### SOURCE RECORDS:
---+---

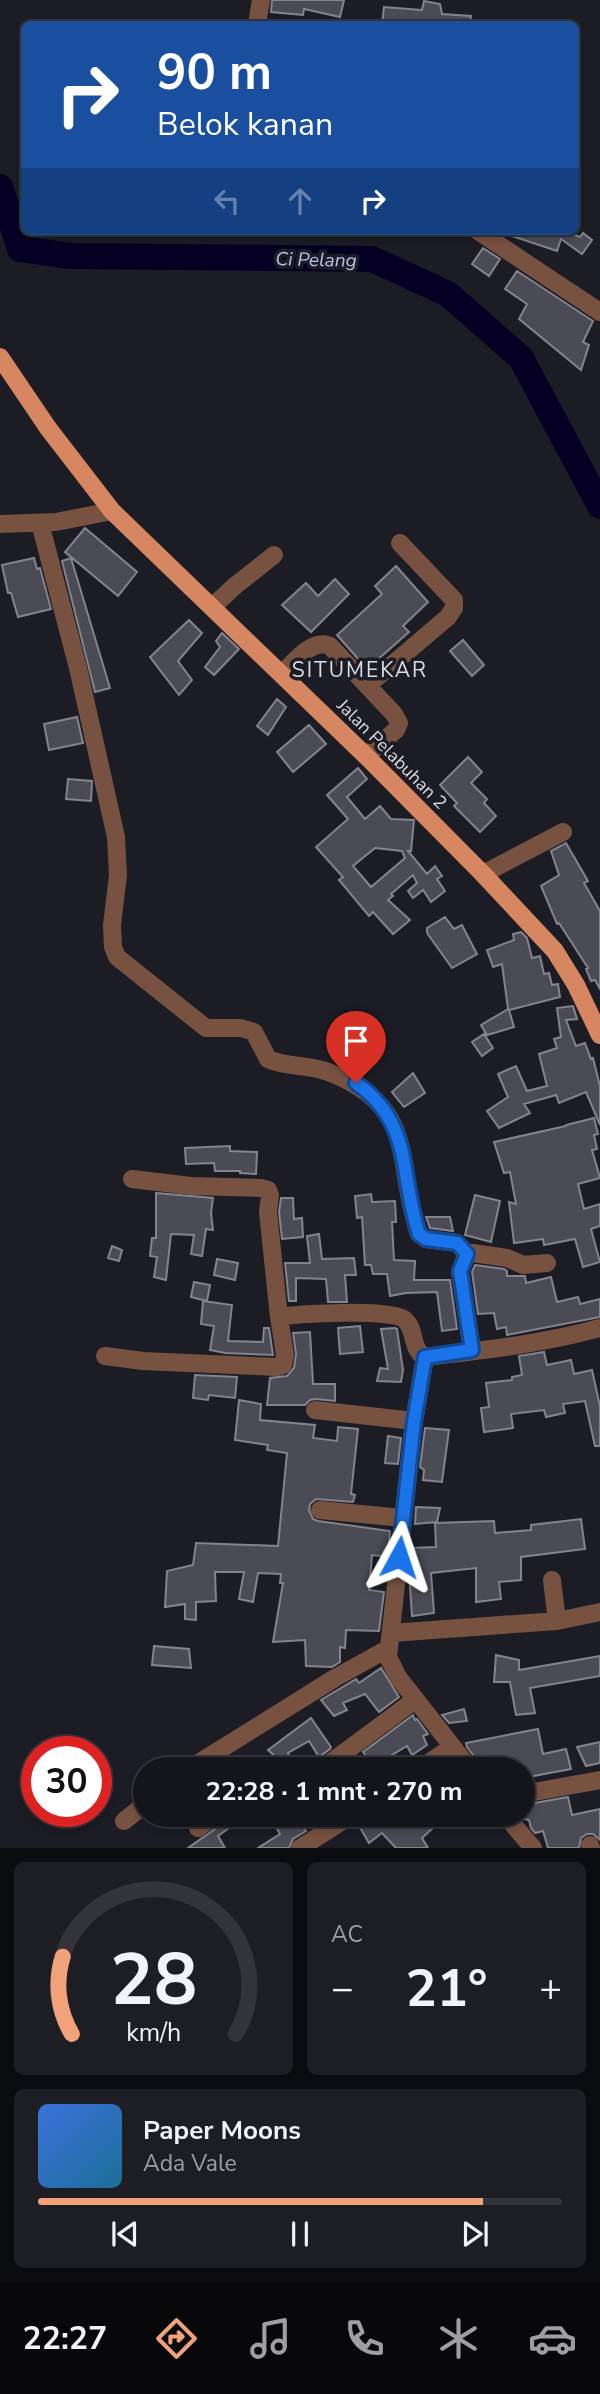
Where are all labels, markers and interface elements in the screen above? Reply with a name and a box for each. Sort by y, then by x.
text: 90 m [157,39,272,106]
icon: right [42,49,133,140]
text: Belok kanan [157,103,333,146]
icon: left [208,182,246,220]
icon: ahead [281,182,319,220]
icon: right [354,182,392,220]
water label: Ci Pelang [275,246,357,274]
district label: SITUMEKAR [292,656,428,684]
street label: Jalan Pelabuhan 2 [331,693,452,814]
pin [326,1011,386,1083]
icon: arrive [337,1022,375,1060]
position arrow [362,1520,436,1594]
speed limit sign: 30 [21,1736,112,1827]
text: 22:28 · 1 mnt · 270 m [205,1774,463,1809]
text: AC [331,1919,363,1950]
text: 28 [110,1931,197,2031]
text: 21° [405,1953,488,2024]
text: − [331,1963,354,2014]
text: + [539,1963,562,2014]
text: km/h [126,2016,181,2050]
text: Paper Moons [143,2113,301,2148]
text: Ada Vale [143,2148,237,2179]
icon: previous [106,2215,144,2253]
icon: pause [281,2215,319,2253]
icon: next [456,2215,494,2253]
icon: directions [152,2314,201,2363]
icon: music [246,2314,295,2363]
icon: phone [340,2314,389,2363]
icon: climate [434,2314,483,2363]
icon: car [528,2314,577,2363]
text: 22:27 [23,2317,107,2360]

---+---

### REQUIRED ACTION:
Search the preceding listing for "text" and extract every line where it is found.

### WRITTEN SOLUTION:
text: 90 m [157,39,272,106]
text: Belok kanan [157,103,333,146]
text: 22:28 · 1 mnt · 270 m [205,1774,463,1809]
text: AC [331,1919,363,1950]
text: 28 [110,1931,197,2031]
text: 21° [405,1953,488,2024]
text: − [331,1963,354,2014]
text: + [539,1963,562,2014]
text: km/h [126,2016,181,2050]
text: Paper Moons [143,2113,301,2148]
text: Ada Vale [143,2148,237,2179]
text: 22:27 [23,2317,107,2360]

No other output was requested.